XING XIE: Yes, thank you. It’s my pleasure to be here. 

HUIZINGA: So in a couple sentences, tell us what issue or problem your research addresses and why people should care about it. 


XIE: Yeah, in a sense, actually, we are exploring the potential of psychometrics to revolutionize how we evaluate general-purpose AI. Because AI is advancing at a very rapid pace, traditional evaluation methods face significant challenges, especially when it comes to predicting a model’s performance in unfamiliar scenarios. And this method also lacks a robust mechanism to assess their own quality. Additionally, we, in this paper, we delve into the complexity of directly applying psychometrics to this domain and underscore several promising directions for future research. We believe that this research is of great importance. As AI continues to be integrated into novel application scenarios, it could have significant implications for both individuals and society at large. It’s crucial that we ensure their performance is both consistent and reliable.

HUIZINGA: OK, so I’m going to drill in a little bit in case there’s people in our audience that don’t understand what psychometrics is. Could you explain that a little bit for the audience? 

XIE: Yeah, psychometrics could be considered as a subdomain of psychology. Basically, psychology just studies everything about humans, but psychometrics is specifically developed to study how we can better evaluate, we could also call this general-purpose intelligence, but it’s human intelligence. So there are, actually, a lot of methodologies and approaches in how we develop this kind of test and what tasks we need to carry out. The previous AI is designed for specific tasks like machine translation, like summarization. But now I think people are already aware of many progress in big models, in large language models. AI, actually, currently can be considered as some kind of solving general-purpose tasks. Sometimes we call it few-shot learning, or sometimes we call it like zero-shot learning. We don’t need to train a model before we bring new tasks to them. So this brings a question in how we evaluate this kind of general-purpose AI, because traditionally, we evaluate AI usually using some specific benchmark, specific dataset, and specific tasks. This seems to be unsuitable to this new general-purpose AI. 

HUIZINGA: So how does your approach build on and/or differ from what’s been done previously in this field? 

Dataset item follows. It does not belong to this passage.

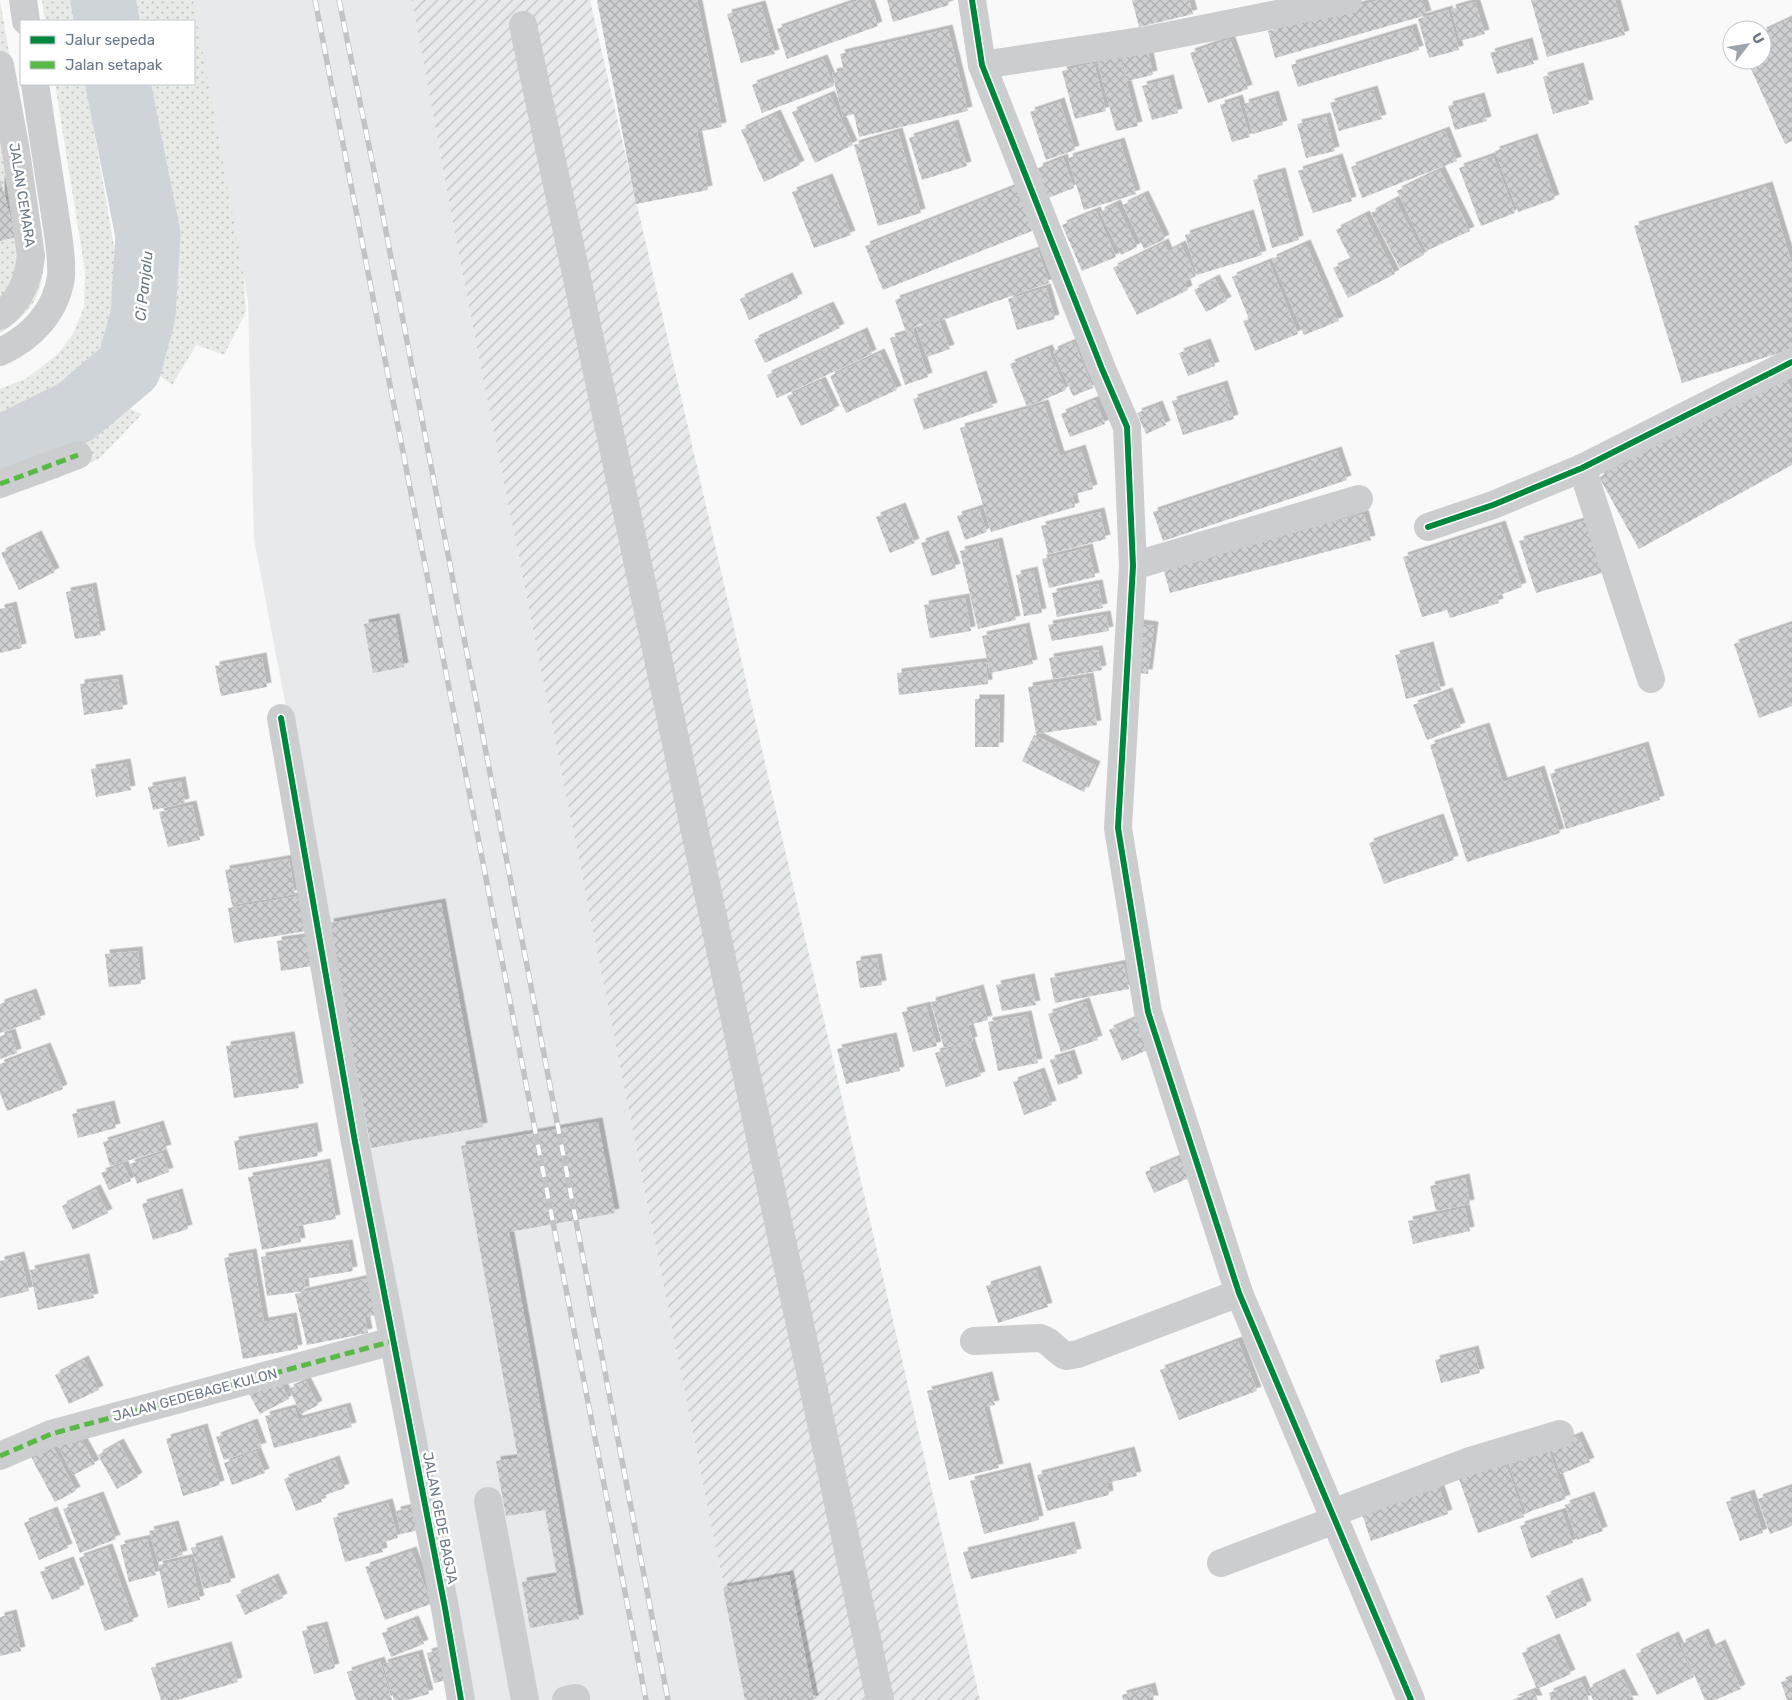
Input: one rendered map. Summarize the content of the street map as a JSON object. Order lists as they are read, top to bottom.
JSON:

XIE: Yeah, we actually see a lot of efforts have been investigated into evaluating the performance of these new large language models. But we see a significant portion of these evaluations are task specific. They’re still task specific. And also, frankly speaking, they are easily affected by changes. That means even slight alterations to a test could lead to substantial drops in performance. So our methodology differs from these approaches in that rather than solely testing how AI performs on those predetermined tasks, we actually are evaluating those latent constructs because we believe that pinpointing these latent constructs is very important.

HUIZINGA: Yeah. 

XIE: It’s important in forecasting AI’s performance in evolving and unfamiliar contexts. We can use an example like game design. With humans, even if an individual has never worked on game design—it’s just a whole new task for her—we might still confidently infer their potential if we know they possess the essential latent constructs, or abilities, which are important for game design. For example, creativity, critical thinking, and communication. 

HUIZINGA: So this is a vision paper and you’re making a case for using psychometrics as opposed to regular traditional benchmarks for assessing AI. So would you say there was a methodology involved in this as a research paper, and if so, how did you conduct the research for this? What was the overview of it? 

XIE: As you said, this is a vision paper. So instead of describing a specific methodology, we are collaborating with several experienced psychometrics researchers. Collectively, we explore the feasibility of integrating psychometrics into AI evaluation and discerning which concepts are viable and which are not. In February this year, we hosted a workshop on this topic. Over the past months, we have engaged in, in numerous discussions, and the outcome of these discussions is articulated in this paper. And additionally, actually, we are also in the middle of drafting another paper; that paper will apply insights from this paper to devise a rigorous methodology for assessing the latent capability of the most cutting-edge language models. 

HUIZINGA: When you do a regular research paper, you have findings. And when you did this paper and you workshopped it, what did you come away with in terms of the possibilities for what you might do on assessing AI with psychometrics? What were your major findings? 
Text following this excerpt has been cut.